古代ローマから中世まで傑作建築が立ち並ぶ古都

今回、取り上げるのはスペインの文化遺産「セゴビアの旧市街と水道橋」。深い歴史を持つ街、セゴビアは、壮麗な建築物の宝庫です。番組では、そうした傑作建築にさまざまな角度から迫ります。番組を担当した田口ディレクターに話を聞きました。

1800年を経ても崩れない水道橋

古代ローマ人は遠く離れた川からセゴビアまで、水路と水道橋を築き上げ、街へ綺麗な水を大量にもたらしました。

──「セゴビアの旧市街と水道橋」とは、どんな世界遺産ですか?

田口ディレクター(以下、田口):スペインの文化遺産で、セゴビアはイベリア半島中央、マドリードから70kmほど北へ行ったところにある街です。非常に歴史のある古都で、古代から中世にかけてのさまざまな建造物を今に残す場所として世界遺産に登録されました。

イベリア半島中央に位置する古都、セゴビア。壮麗な歴史的建造物の宝庫です。

──具体的にはどんな建造物があるのでしょうか?

田口:セゴビアを代表する建造物としては、水道橋、「アルカサル」と呼ばれる城、大聖堂の3つが挙げられます。まずご紹介するのは、登録名にも含まれている水道橋です。セゴビアの旧市街の手前にある谷を越えるための水道橋で、高さは最大28m、長さは728mもあります。1800年以上前に古代ローマ人が建造したものが現在も残っているのです。

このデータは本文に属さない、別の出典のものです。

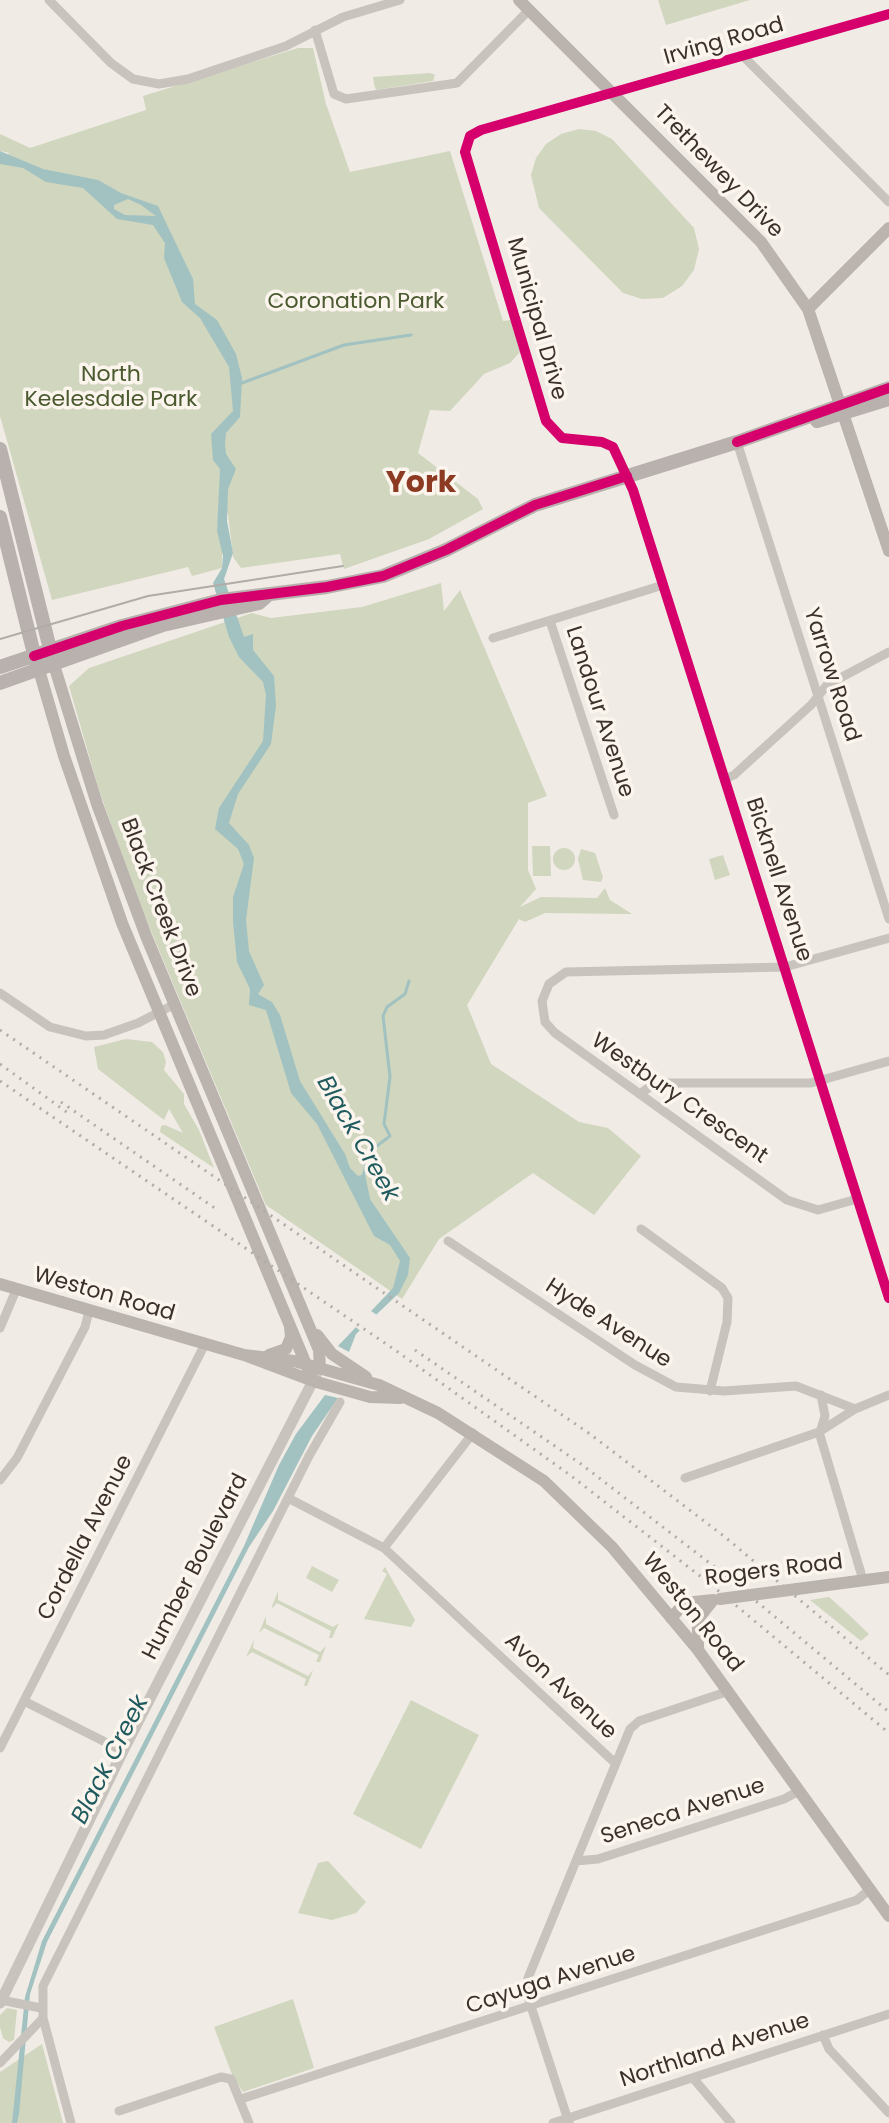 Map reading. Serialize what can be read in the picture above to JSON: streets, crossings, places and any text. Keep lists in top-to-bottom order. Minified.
{"streets":{"main road":["Trethewey Drive","Black Creek Drive","Weston Road","Rogers Road"],"street":["Irving Road","Municipal Drive","Yarrow Road","Landour Avenue","Bicknell Avenue","Westbury Crescent","Hyde Avenue","Cordella Avenue","Humber Boulevard","Avon Avenue","Seneca Avenue","Cayuga Avenue","Northland Avenue"]},"crossings":[["Irving Road","Trethewey Drive"],["Irving Road","Municipal Drive"],["Municipal Drive","Bicknell Avenue"],["Bicknell Avenue","Westbury Crescent"],["Black Creek Drive","Weston Road"],["Black Creek Drive","Humber Boulevard"],["Weston Road","Cordella Avenue"],["Weston Road","Humber Boulevard"],["Weston Road","Rogers Road"],["Weston Road","Seneca Avenue"],["Weston Road","Cayuga Avenue"],["Avon Avenue","Seneca Avenue"],["Avon Avenue","Cayuga Avenue"],["Avon Avenue","Northland Avenue"]],"districts":["York"],"water":["Black Creek"],"parks":["Coronation Park","North Keelesdale Park"]}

1800年以上前に建造された水道橋。高さは最大28m、長さは728mもあります。

──1800年以上前とは相当な古さですね。いったいどうやって作ったのでしょうか?

田口:漆喰などの接合材は使われておらず、2万個以上の石を積み上げることで作られています。崩れにくいアーチ構造を採用し、材料には硬くて丈夫な花崗岩を運んできて使いました。現在、1つ1つの石は年代を経て丸みを帯びていますが、今も崩れることなくしっかりと建っているのには驚かされます。

水道橋は、2万個以上もの花崗岩を積み上げて作られています。ローマ人の当時最先端の技術が用いられていました。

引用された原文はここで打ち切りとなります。